## WHAT TO WORK ON
Repeat the entries that follow from start to finish, keeping every character.

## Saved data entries
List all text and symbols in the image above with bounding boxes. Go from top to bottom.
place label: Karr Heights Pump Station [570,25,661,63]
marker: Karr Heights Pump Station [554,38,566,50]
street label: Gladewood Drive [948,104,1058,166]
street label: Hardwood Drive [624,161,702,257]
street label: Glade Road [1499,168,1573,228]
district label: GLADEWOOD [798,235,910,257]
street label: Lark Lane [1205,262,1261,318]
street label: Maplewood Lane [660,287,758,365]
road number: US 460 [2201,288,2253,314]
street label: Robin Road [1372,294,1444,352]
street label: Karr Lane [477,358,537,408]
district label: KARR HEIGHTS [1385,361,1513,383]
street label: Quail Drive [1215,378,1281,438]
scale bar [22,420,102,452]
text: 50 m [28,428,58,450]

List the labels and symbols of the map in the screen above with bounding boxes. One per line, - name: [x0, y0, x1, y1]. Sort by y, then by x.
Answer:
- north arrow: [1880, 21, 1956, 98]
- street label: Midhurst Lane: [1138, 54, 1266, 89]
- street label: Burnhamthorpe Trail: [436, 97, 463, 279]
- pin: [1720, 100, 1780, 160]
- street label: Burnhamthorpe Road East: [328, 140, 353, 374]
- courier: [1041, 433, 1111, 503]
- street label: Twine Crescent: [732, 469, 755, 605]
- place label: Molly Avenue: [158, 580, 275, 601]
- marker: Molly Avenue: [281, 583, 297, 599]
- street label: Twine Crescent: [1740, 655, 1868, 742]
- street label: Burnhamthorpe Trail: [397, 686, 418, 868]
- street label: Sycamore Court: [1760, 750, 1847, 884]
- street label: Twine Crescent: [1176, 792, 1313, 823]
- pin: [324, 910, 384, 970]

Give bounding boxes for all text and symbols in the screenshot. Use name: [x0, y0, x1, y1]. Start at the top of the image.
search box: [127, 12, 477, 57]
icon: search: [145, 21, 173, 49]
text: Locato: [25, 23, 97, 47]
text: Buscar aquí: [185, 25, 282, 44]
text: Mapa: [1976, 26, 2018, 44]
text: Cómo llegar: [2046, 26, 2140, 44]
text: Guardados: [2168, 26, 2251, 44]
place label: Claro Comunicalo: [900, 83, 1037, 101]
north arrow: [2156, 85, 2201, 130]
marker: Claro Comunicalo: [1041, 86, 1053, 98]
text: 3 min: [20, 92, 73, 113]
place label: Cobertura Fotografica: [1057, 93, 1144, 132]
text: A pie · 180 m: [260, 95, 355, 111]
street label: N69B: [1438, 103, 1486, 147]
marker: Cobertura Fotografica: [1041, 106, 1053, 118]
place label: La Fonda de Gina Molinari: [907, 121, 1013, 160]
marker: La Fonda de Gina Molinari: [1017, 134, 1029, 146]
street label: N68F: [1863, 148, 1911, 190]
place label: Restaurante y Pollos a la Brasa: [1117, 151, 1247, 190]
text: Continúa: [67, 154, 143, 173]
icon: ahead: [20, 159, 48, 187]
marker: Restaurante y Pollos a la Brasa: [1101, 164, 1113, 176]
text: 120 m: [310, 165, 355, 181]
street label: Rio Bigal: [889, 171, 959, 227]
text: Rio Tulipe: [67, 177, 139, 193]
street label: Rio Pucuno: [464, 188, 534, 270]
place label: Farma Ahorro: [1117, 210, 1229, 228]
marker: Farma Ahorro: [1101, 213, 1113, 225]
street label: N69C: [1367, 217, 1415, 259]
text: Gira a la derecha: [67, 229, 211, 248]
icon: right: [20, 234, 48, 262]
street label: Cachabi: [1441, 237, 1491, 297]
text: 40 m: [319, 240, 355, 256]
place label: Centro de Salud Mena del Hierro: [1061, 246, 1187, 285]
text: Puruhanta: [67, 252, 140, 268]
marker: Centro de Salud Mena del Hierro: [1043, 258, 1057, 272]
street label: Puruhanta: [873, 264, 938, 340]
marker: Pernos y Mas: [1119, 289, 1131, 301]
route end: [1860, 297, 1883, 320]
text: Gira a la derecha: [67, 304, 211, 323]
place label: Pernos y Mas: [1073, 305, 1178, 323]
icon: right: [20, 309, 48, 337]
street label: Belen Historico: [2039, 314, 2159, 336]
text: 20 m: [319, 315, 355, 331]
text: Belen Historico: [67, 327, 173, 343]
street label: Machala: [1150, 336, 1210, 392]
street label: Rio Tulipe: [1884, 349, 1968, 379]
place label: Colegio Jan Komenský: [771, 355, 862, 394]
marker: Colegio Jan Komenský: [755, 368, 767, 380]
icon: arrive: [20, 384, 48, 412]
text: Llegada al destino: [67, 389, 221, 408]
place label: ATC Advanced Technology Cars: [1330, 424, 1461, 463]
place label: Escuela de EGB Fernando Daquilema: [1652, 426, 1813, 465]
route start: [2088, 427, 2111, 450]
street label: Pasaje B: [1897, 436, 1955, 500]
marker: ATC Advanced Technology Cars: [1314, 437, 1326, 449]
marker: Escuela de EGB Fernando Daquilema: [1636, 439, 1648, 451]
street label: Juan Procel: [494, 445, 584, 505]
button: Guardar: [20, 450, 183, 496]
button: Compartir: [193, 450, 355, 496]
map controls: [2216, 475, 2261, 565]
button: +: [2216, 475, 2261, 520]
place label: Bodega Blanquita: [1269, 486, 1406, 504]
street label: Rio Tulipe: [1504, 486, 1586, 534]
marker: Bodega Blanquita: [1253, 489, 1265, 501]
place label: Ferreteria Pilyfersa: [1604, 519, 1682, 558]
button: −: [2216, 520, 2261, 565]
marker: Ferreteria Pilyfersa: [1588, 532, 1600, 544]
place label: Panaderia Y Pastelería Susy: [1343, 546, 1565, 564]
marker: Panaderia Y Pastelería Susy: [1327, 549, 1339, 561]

## RESULT OF THIS EXERCISE
List all text and symbols in the image above with bounding boxes. Go from top to bottom.
place label: Karr Heights Pump Station [570,25,661,63]
marker: Karr Heights Pump Station [554,38,566,50]
street label: Gladewood Drive [948,104,1058,166]
street label: Hardwood Drive [624,161,702,257]
street label: Glade Road [1499,168,1573,228]
district label: GLADEWOOD [798,235,910,257]
street label: Lark Lane [1205,262,1261,318]
street label: Maplewood Lane [660,287,758,365]
road number: US 460 [2201,288,2253,314]
street label: Robin Road [1372,294,1444,352]
street label: Karr Lane [477,358,537,408]
district label: KARR HEIGHTS [1385,361,1513,383]
street label: Quail Drive [1215,378,1281,438]
scale bar [22,420,102,452]
text: 50 m [28,428,58,450]

List the labels and symbols of the map in the screen above with bounding boxes. One per line, - name: [x0, y0, x1, y1]. Sort by y, then by x.
Answer:
- north arrow: [1880, 21, 1956, 98]
- street label: Midhurst Lane: [1138, 54, 1266, 89]
- street label: Burnhamthorpe Trail: [436, 97, 463, 279]
- pin: [1720, 100, 1780, 160]
- street label: Burnhamthorpe Road East: [328, 140, 353, 374]
- courier: [1041, 433, 1111, 503]
- street label: Twine Crescent: [732, 469, 755, 605]
- place label: Molly Avenue: [158, 580, 275, 601]
- marker: Molly Avenue: [281, 583, 297, 599]
- street label: Twine Crescent: [1740, 655, 1868, 742]
- street label: Burnhamthorpe Trail: [397, 686, 418, 868]
- street label: Sycamore Court: [1760, 750, 1847, 884]
- street label: Twine Crescent: [1176, 792, 1313, 823]
- pin: [324, 910, 384, 970]

Give bounding boxes for all text and symbols in the screenshot. Use name: [x0, y0, x1, y1]. Start at the top of the image.
search box: [127, 12, 477, 57]
icon: search: [145, 21, 173, 49]
text: Locato: [25, 23, 97, 47]
text: Buscar aquí: [185, 25, 282, 44]
text: Mapa: [1976, 26, 2018, 44]
text: Cómo llegar: [2046, 26, 2140, 44]
text: Guardados: [2168, 26, 2251, 44]
place label: Claro Comunicalo: [900, 83, 1037, 101]
north arrow: [2156, 85, 2201, 130]
marker: Claro Comunicalo: [1041, 86, 1053, 98]
text: 3 min: [20, 92, 73, 113]
place label: Cobertura Fotografica: [1057, 93, 1144, 132]
text: A pie · 180 m: [260, 95, 355, 111]
street label: N69B: [1438, 103, 1486, 147]
marker: Cobertura Fotografica: [1041, 106, 1053, 118]
place label: La Fonda de Gina Molinari: [907, 121, 1013, 160]
marker: La Fonda de Gina Molinari: [1017, 134, 1029, 146]
street label: N68F: [1863, 148, 1911, 190]
place label: Restaurante y Pollos a la Brasa: [1117, 151, 1247, 190]
text: Continúa: [67, 154, 143, 173]
icon: ahead: [20, 159, 48, 187]
marker: Restaurante y Pollos a la Brasa: [1101, 164, 1113, 176]
text: 120 m: [310, 165, 355, 181]
street label: Rio Bigal: [889, 171, 959, 227]
text: Rio Tulipe: [67, 177, 139, 193]
street label: Rio Pucuno: [464, 188, 534, 270]
place label: Farma Ahorro: [1117, 210, 1229, 228]
marker: Farma Ahorro: [1101, 213, 1113, 225]
street label: N69C: [1367, 217, 1415, 259]
text: Gira a la derecha: [67, 229, 211, 248]
icon: right: [20, 234, 48, 262]
street label: Cachabi: [1441, 237, 1491, 297]
text: 40 m: [319, 240, 355, 256]
place label: Centro de Salud Mena del Hierro: [1061, 246, 1187, 285]
text: Puruhanta: [67, 252, 140, 268]
marker: Centro de Salud Mena del Hierro: [1043, 258, 1057, 272]
street label: Puruhanta: [873, 264, 938, 340]
marker: Pernos y Mas: [1119, 289, 1131, 301]
route end: [1860, 297, 1883, 320]
text: Gira a la derecha: [67, 304, 211, 323]
place label: Pernos y Mas: [1073, 305, 1178, 323]
icon: right: [20, 309, 48, 337]
street label: Belen Historico: [2039, 314, 2159, 336]
text: 20 m: [319, 315, 355, 331]
text: Belen Historico: [67, 327, 173, 343]
street label: Machala: [1150, 336, 1210, 392]
street label: Rio Tulipe: [1884, 349, 1968, 379]
place label: Colegio Jan Komenský: [771, 355, 862, 394]
marker: Colegio Jan Komenský: [755, 368, 767, 380]
icon: arrive: [20, 384, 48, 412]
text: Llegada al destino: [67, 389, 221, 408]
place label: ATC Advanced Technology Cars: [1330, 424, 1461, 463]
place label: Escuela de EGB Fernando Daquilema: [1652, 426, 1813, 465]
route start: [2088, 427, 2111, 450]
street label: Pasaje B: [1897, 436, 1955, 500]
marker: ATC Advanced Technology Cars: [1314, 437, 1326, 449]
marker: Escuela de EGB Fernando Daquilema: [1636, 439, 1648, 451]
street label: Juan Procel: [494, 445, 584, 505]
button: Guardar: [20, 450, 183, 496]
button: Compartir: [193, 450, 355, 496]
map controls: [2216, 475, 2261, 565]
button: +: [2216, 475, 2261, 520]
place label: Bodega Blanquita: [1269, 486, 1406, 504]
street label: Rio Tulipe: [1504, 486, 1586, 534]
marker: Bodega Blanquita: [1253, 489, 1265, 501]
place label: Ferreteria Pilyfersa: [1604, 519, 1682, 558]
button: −: [2216, 520, 2261, 565]
marker: Ferreteria Pilyfersa: [1588, 532, 1600, 544]
place label: Panaderia Y Pastelería Susy: [1343, 546, 1565, 564]
marker: Panaderia Y Pastelería Susy: [1327, 549, 1339, 561]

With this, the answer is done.